We can further boost our self-esteem exaggerating the worthiness and purity of our group while denigrating other groups. Moving away from a group is difficult, because not only would you be heading back into the unknown, but you would also be betraying those who give your life meaning.
As we increase our reliance on and connectivity to people like us we also decrease our connectivity to others and we lose our sense of a balanced and mutually empathetic society. As we can see every day in the news, this can easily spiral out of control, resulting in tribalism and cultism.
Cognitive biases are mental shortcuts that we all use to simplify or quickly process information.
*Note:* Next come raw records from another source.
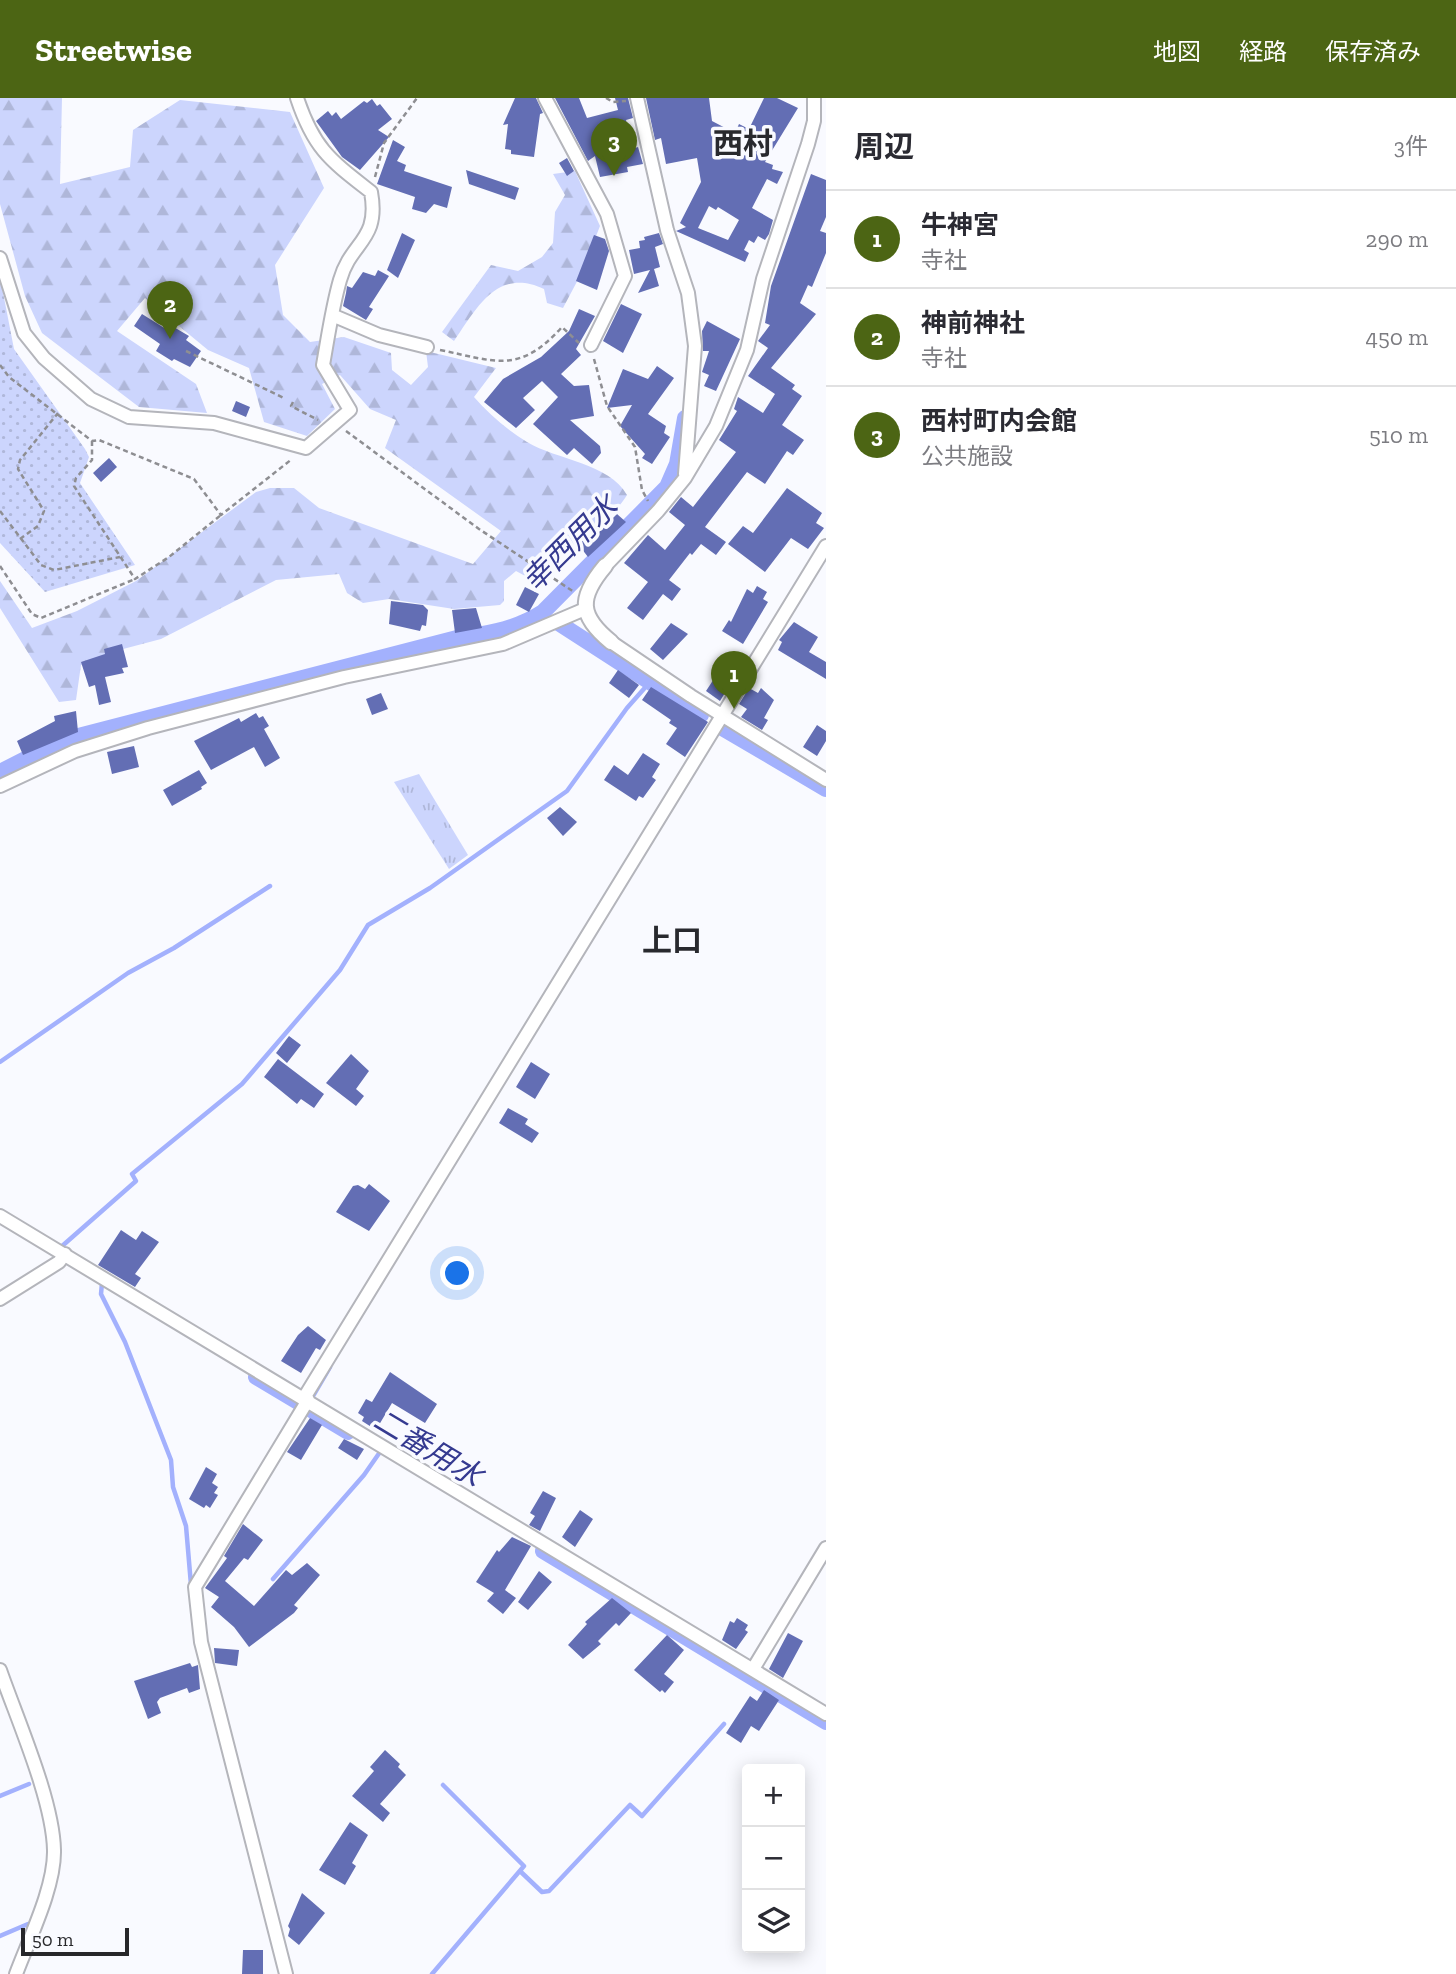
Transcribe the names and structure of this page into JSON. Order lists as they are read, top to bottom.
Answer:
{
  "districts": ["西村", "上口"],
  "water": ["幸西用水", "二番用水"],
  "scale_bar": "50 m",
  "page": {
    "header": "Streetwise",
    "nav": ["地図", "経路", "保存済み"],
    "heading": ["周辺", "3件"],
    "pins": ["3", "2", "1"],
    "list": [
      {
        "mark": "1",
        "name": "牛神宮",
        "note": "寺社",
        "value": "290 m"
      },
      {
        "mark": "2",
        "name": "神前神社",
        "note": "寺社",
        "value": "450 m"
      },
      {
        "mark": "3",
        "name": "西村町内会館",
        "note": "公共施設",
        "value": "510 m"
      }
    ],
    "map_buttons": ["+", "−"],
    "scale": "50 m"
  }
}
As is often the case with shortcuts, the results aren’t typically ideal and our biases can make us easily misinterpret the world around us. There are many types of cognitive biases – we’ll look at two.
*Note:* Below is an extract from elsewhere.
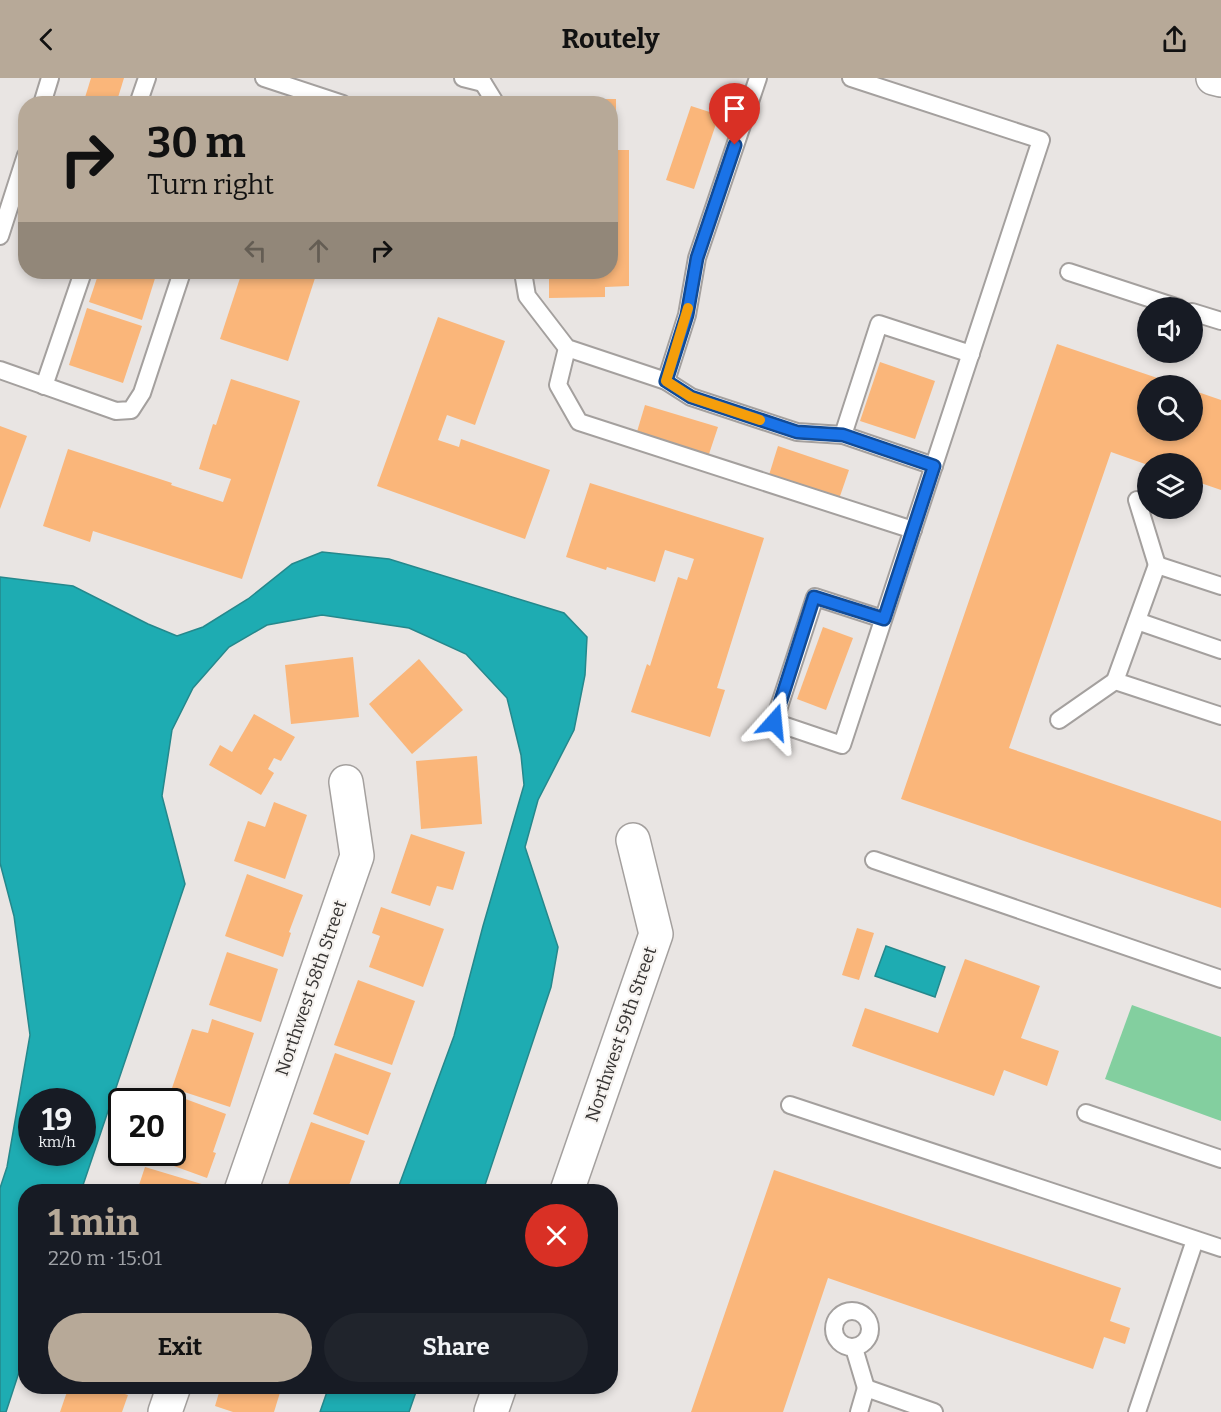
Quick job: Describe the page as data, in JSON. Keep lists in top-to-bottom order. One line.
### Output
{"streets":{"street":["Northwest 58th Street","Northwest 59th Street"]},"page":{"header":"Routely","turn":["30 m","Turn right"],"speed":"19 km/h","limit":"20","heading":["1 min","220 m · 15:01"],"buttons":["Exit","Share"]}}
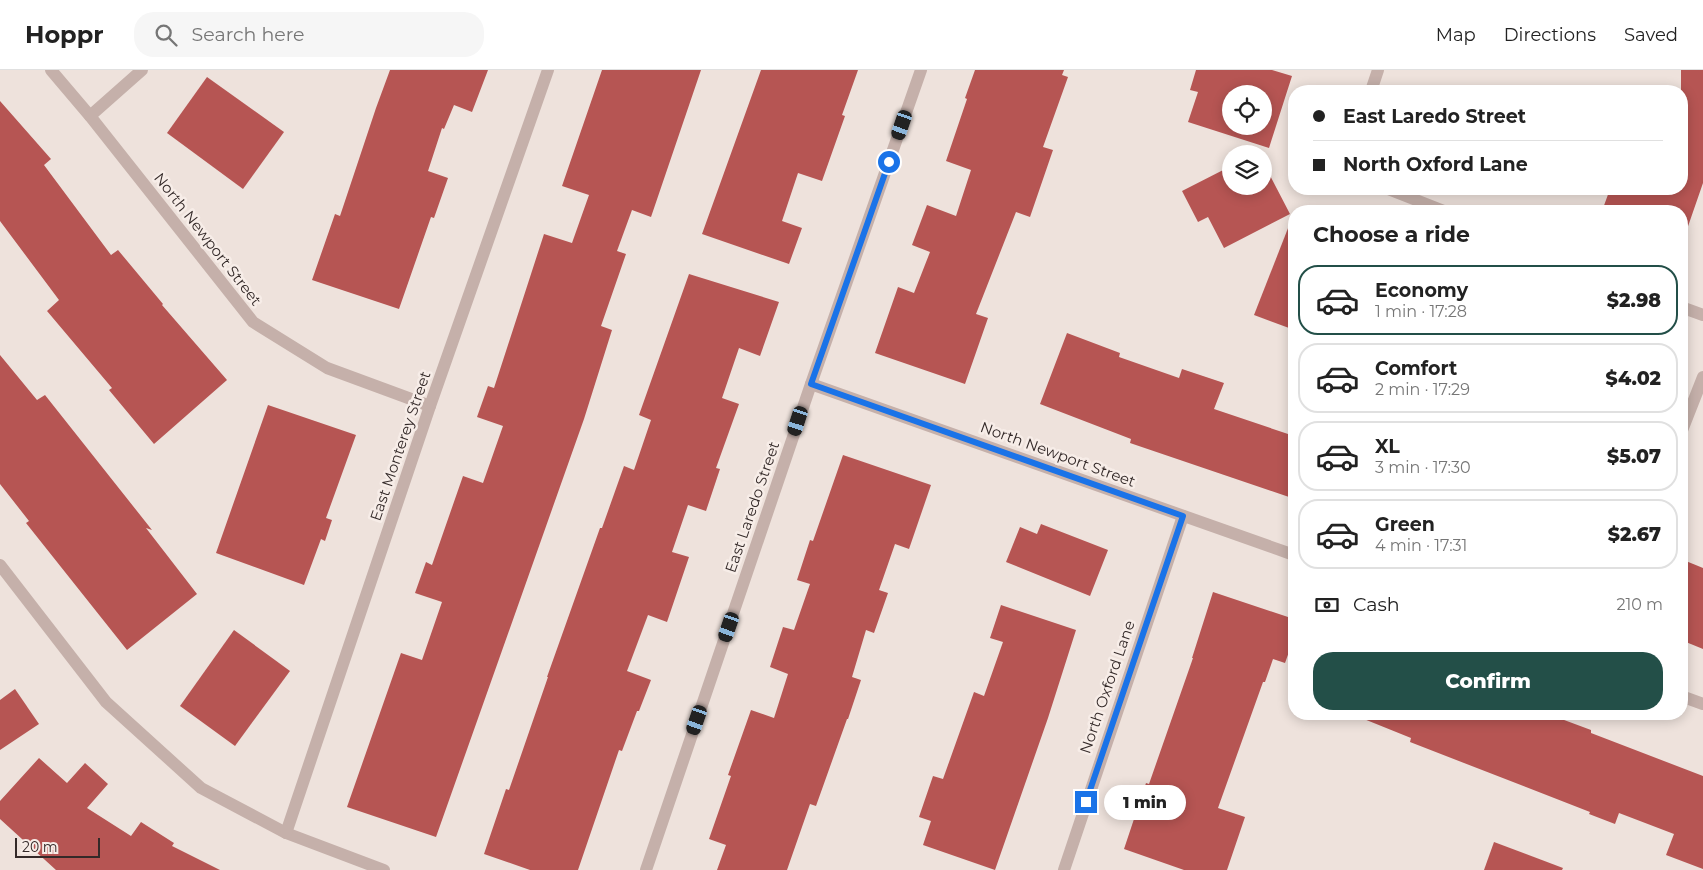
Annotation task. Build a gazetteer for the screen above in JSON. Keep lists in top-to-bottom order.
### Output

Confirmation bias is our tendency to interpret events or information in a way that supports or strengthens our existing beliefs. It also causes us to actively seek out confirming information and ignore contradictory information – skipping over newspaper articles based on their headline is a typical example. It is another way we protect our self-esteem by continually validating our beliefs and values.
In-group bias causes us to prefer those people in our group while disregarding others – the “out-group”. Tightly coupled with the above discussion on Group Identity, in-group bias greatly influences our interpretation of information. If information comes from a source that we believe is against our group then we will tend to ignore it or maybe even consider it to be an attack.
In both cases, we will “dig in our heels” or “double down” on our position, sometimes regardless of the cost or danger to ourselves, to protect our ego, self-esteem, or group. The more emotionally attached we are to a belief the stronger we will react against conflicting information, ideas, or people.
Experiments have provided ample evidence that even brain structure comes into play as those people that identify as conservatives tend to have a larger and more responsive amygdala (the fear and anxiety processor in our brain), conversely, those who identify as liberals showed more activity in their anterior cingulate cortex which is believed to be related to accepting change.
This aligns with other studies that show that Conservatives’ sensitivity to fear causes them to more readily retreat to the familiar and comfortable and are therefore more likely to lean on religion, nostalgia, tradition, heritage, and well-defined hierarchical and authoritative structure for both family and society. Related research has shown that Conservatives’ morality tends to come from the top down and is rooted in purity, while Liberals’ morality tends to be more “horizontal” and rooted in fairness.
The impact of prolonged anxiety can actually start to rewire and even restructure our brain as an “activated” amygdala will continually impact neurotransmitters, neurochemical and hormonal levels, nerve circuits, etc. Over time, anxiety can reduce the physical size and capabilities in areas of the brain related to reason, emotional responses, and memory while increasing the physical size and sensitivity of the amygdala, making us even more defensive and susceptible to fear and anxiety.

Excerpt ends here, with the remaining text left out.